• What you need to do:
Every line below should be repeated exactly.

• Task inputs:
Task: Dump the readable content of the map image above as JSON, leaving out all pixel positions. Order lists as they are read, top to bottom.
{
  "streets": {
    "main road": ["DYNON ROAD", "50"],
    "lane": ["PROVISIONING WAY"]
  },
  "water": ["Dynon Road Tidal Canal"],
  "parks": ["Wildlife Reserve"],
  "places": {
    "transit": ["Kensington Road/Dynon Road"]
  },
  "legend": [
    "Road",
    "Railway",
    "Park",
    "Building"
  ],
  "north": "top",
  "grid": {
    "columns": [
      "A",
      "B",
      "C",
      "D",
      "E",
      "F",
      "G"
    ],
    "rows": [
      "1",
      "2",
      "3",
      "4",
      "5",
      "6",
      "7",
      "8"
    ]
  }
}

• Task result:
Task: Dump the readable content of the map image above as JSON, leaving out all pixel positions. Order lists as they are read, top to bottom.
{
  "streets": {
    "main road": ["DYNON ROAD", "50"],
    "lane": ["PROVISIONING WAY"]
  },
  "water": ["Dynon Road Tidal Canal"],
  "parks": ["Wildlife Reserve"],
  "places": {
    "transit": ["Kensington Road/Dynon Road"]
  },
  "legend": [
    "Road",
    "Railway",
    "Park",
    "Building"
  ],
  "north": "top",
  "grid": {
    "columns": [
      "A",
      "B",
      "C",
      "D",
      "E",
      "F",
      "G"
    ],
    "rows": [
      "1",
      "2",
      "3",
      "4",
      "5",
      "6",
      "7",
      "8"
    ]
  }
}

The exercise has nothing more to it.